Rudd or Gillard: Does it really matter? 


When then Treasurer Paul Keating made his move against Labor Prime Minister Bob Hawke in 1991 he did so on two grounds. 

Firstly he claimed that Hawke had ratted on the so called Kirribilli House agreement between the two men for a transfer of power at the top. But more significantly as far as the public and specifically his fellow caucus members were concerned he was arguing that he was the best chance Labor had to retain Government. His message was that leadership overrode popularity when it came to the crunch with the electorate. 

And as luck would have it he was able to crow about the sweetest victory of all after he defeated the Coalition under John Hewson at the 1993 poll. Many would argue that this was an unloseable victory that Hewson somehow managed to throw away rather than a vote of confidence in Keating’s leadership skills. 

Be that as it may a win is a win. 

Years later another Treasurer-this time deputy Liberal leader, Peter Costello, found himself in a similar situation as the country moved towards the 2007 election.
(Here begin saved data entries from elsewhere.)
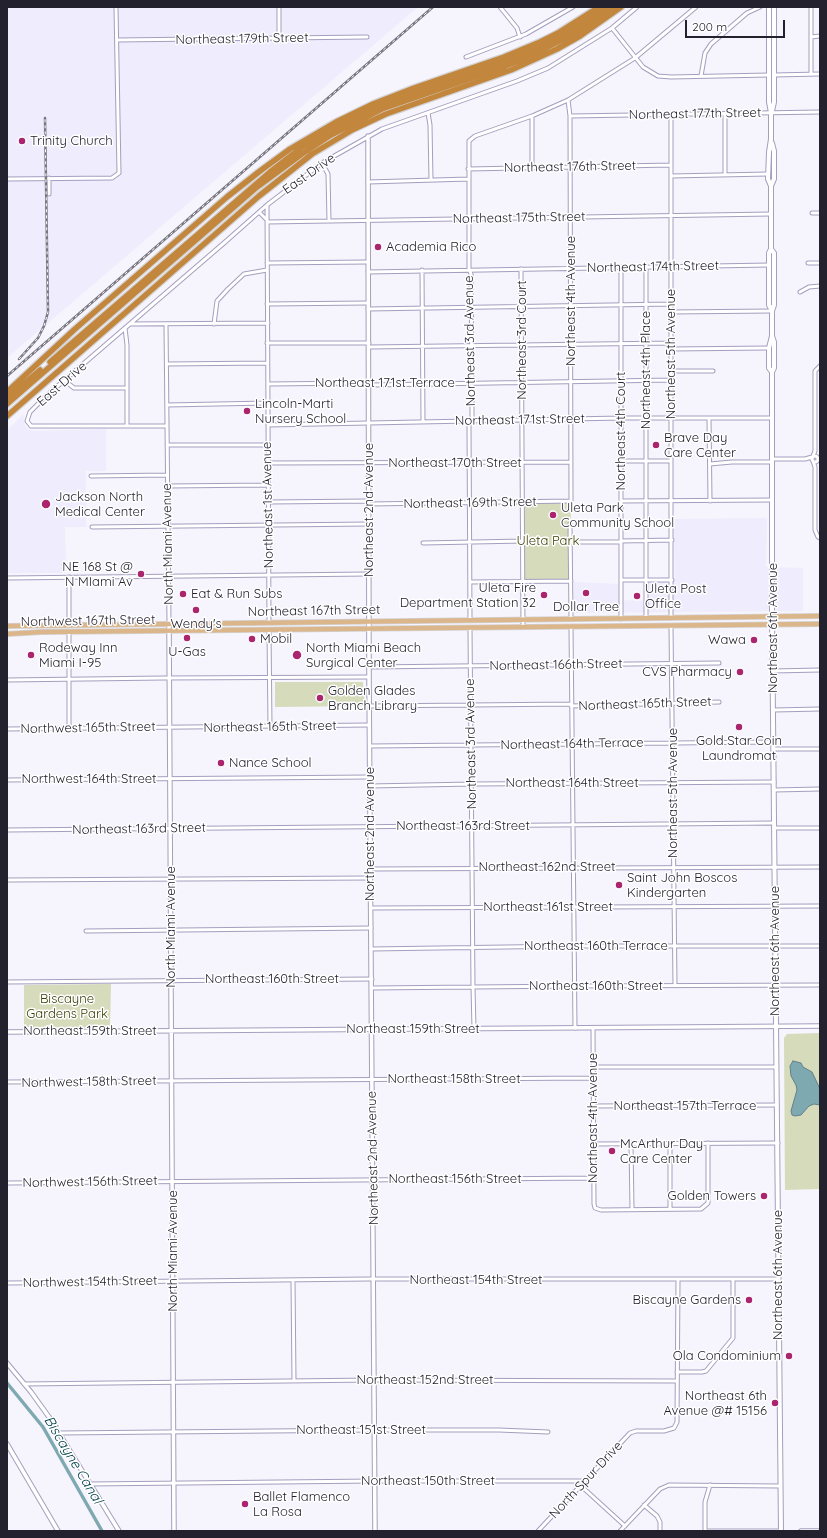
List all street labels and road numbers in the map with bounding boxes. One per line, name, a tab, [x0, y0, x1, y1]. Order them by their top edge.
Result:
street label: Northeast 179th Street	[175, 30, 309, 48]
street label: Northeast 177th Street	[629, 105, 761, 123]
street label: East Drive	[280, 150, 338, 198]
street label: Northeast 176th Street	[504, 158, 636, 176]
street label: Northeast 175th Street	[452, 209, 586, 227]
street label: Northeast 4th Avenue	[563, 236, 579, 366]
street label: Northeast 174th Street	[587, 258, 719, 276]
street label: Northeast 3rd Avenue	[461, 275, 479, 407]
street label: Northeast 3rd Court	[514, 280, 530, 400]
street label: Northeast 5th Avenue	[663, 289, 679, 419]
street label: Northeast 4th Place	[638, 311, 654, 429]
street label: East Drive	[34, 358, 90, 410]
street label: Northeast 4th Court	[613, 372, 629, 490]
street label: Northeast 171st Terrace	[315, 375, 455, 391]
street label: Northeast 171st Street	[455, 411, 585, 429]
street label: Northeast 1st Avenue	[259, 441, 277, 569]
street label: Northeast 2nd Avenue	[361, 443, 377, 577]
street label: Northeast 170th Street	[388, 455, 522, 471]
street label: North Miami Avenue	[159, 483, 177, 605]
street label: Northeast 169th Street	[403, 494, 537, 512]
street label: Northeast 6th Avenue	[765, 563, 781, 693]
street label: Northeast 167th Street	[247, 602, 381, 620]
street label: Northwest 167th Street	[21, 612, 155, 630]
street label: Northeast 166th Street	[489, 656, 623, 674]
street label: Northeast 3rd Avenue	[462, 678, 480, 810]
street label: Northeast 165th Street	[578, 694, 712, 714]
street label: Northeast 165th Street	[203, 718, 337, 736]
street label: Northwest 165th Street	[20, 719, 156, 737]
street label: Northeast 5th Avenue	[665, 728, 681, 858]
street label: Northeast 164th Terrace	[500, 735, 644, 753]
street label: Northeast 2nd Avenue	[362, 767, 378, 901]
street label: Northwest 164th Street	[21, 771, 157, 787]
street label: Northeast 164th Street	[505, 775, 639, 791]
street label: Northeast 163rd Street	[396, 818, 530, 834]
street label: Northeast 163rd Street	[72, 820, 206, 838]
street label: Northeast 162nd Street	[479, 859, 615, 875]
street label: North Miami Avenue	[163, 866, 179, 988]
street label: Northeast 6th Avenue	[767, 886, 783, 1016]
street label: Northeast 161st Street	[483, 899, 613, 915]
street label: Northeast 160th Terrace	[524, 938, 668, 954]
street label: Northeast 160th Street	[205, 971, 339, 987]
street label: Northeast 160th Street	[529, 978, 663, 994]
street label: Northeast 159th Street	[346, 1021, 480, 1037]
street label: Northeast 159th Street	[23, 1023, 157, 1039]
street label: Northeast 4th Avenue	[585, 1053, 601, 1183]
street label: Northeast 158th Street	[387, 1071, 521, 1087]
street label: Northwest 158th Street	[21, 1073, 157, 1091]
street label: Northeast 2nd Avenue	[364, 1091, 382, 1225]
street label: Northeast 157th Terrace	[614, 1098, 756, 1114]
street label: Northeast 156th Street	[388, 1171, 522, 1187]
street label: Northwest 156th Street	[22, 1173, 158, 1191]
street label: North Miami Avenue	[165, 1190, 181, 1312]
street label: Northeast 6th Avenue	[770, 1210, 786, 1340]
street label: Northeast 154th Street	[409, 1272, 543, 1288]
street label: Northwest 154th Street	[22, 1273, 158, 1291]
street label: Northeast 152nd Street	[356, 1372, 494, 1388]
street label: Northeast 151st Street	[296, 1422, 426, 1438]
street label: North Spur Drive	[546, 1438, 626, 1522]
street label: Northeast 150th Street	[361, 1473, 495, 1489]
Costello felt he had done the hard yards and was entitled to take the seat at the top of the table particularly as there had been an understanding between him and Prime Minister, John Howard, that this would occur. 

Costello’s strategy in a grab for power was simple: He had to tell the party that he was the best and only chance it had to retain Government- under Howard it had none. Once he did this the numbers game would have been on in earnest. The fact that he did not have the necessary numbers before calling it on would have been irrelevant. Costello needed to be prepared to fall short the first time around and be willing to go to the backbench pending a second assault. 

But clearly Costello did not have the stomach for any of this instead relying on the argument that leadership was a matter for the party. The reality was that he had to carry the day with the party not the reverse. Anyway nothing changed. The Liberals were thrashed, Howard lost his seat and Costello, who declined to run for leader in opposition, went on to resign from parliament. 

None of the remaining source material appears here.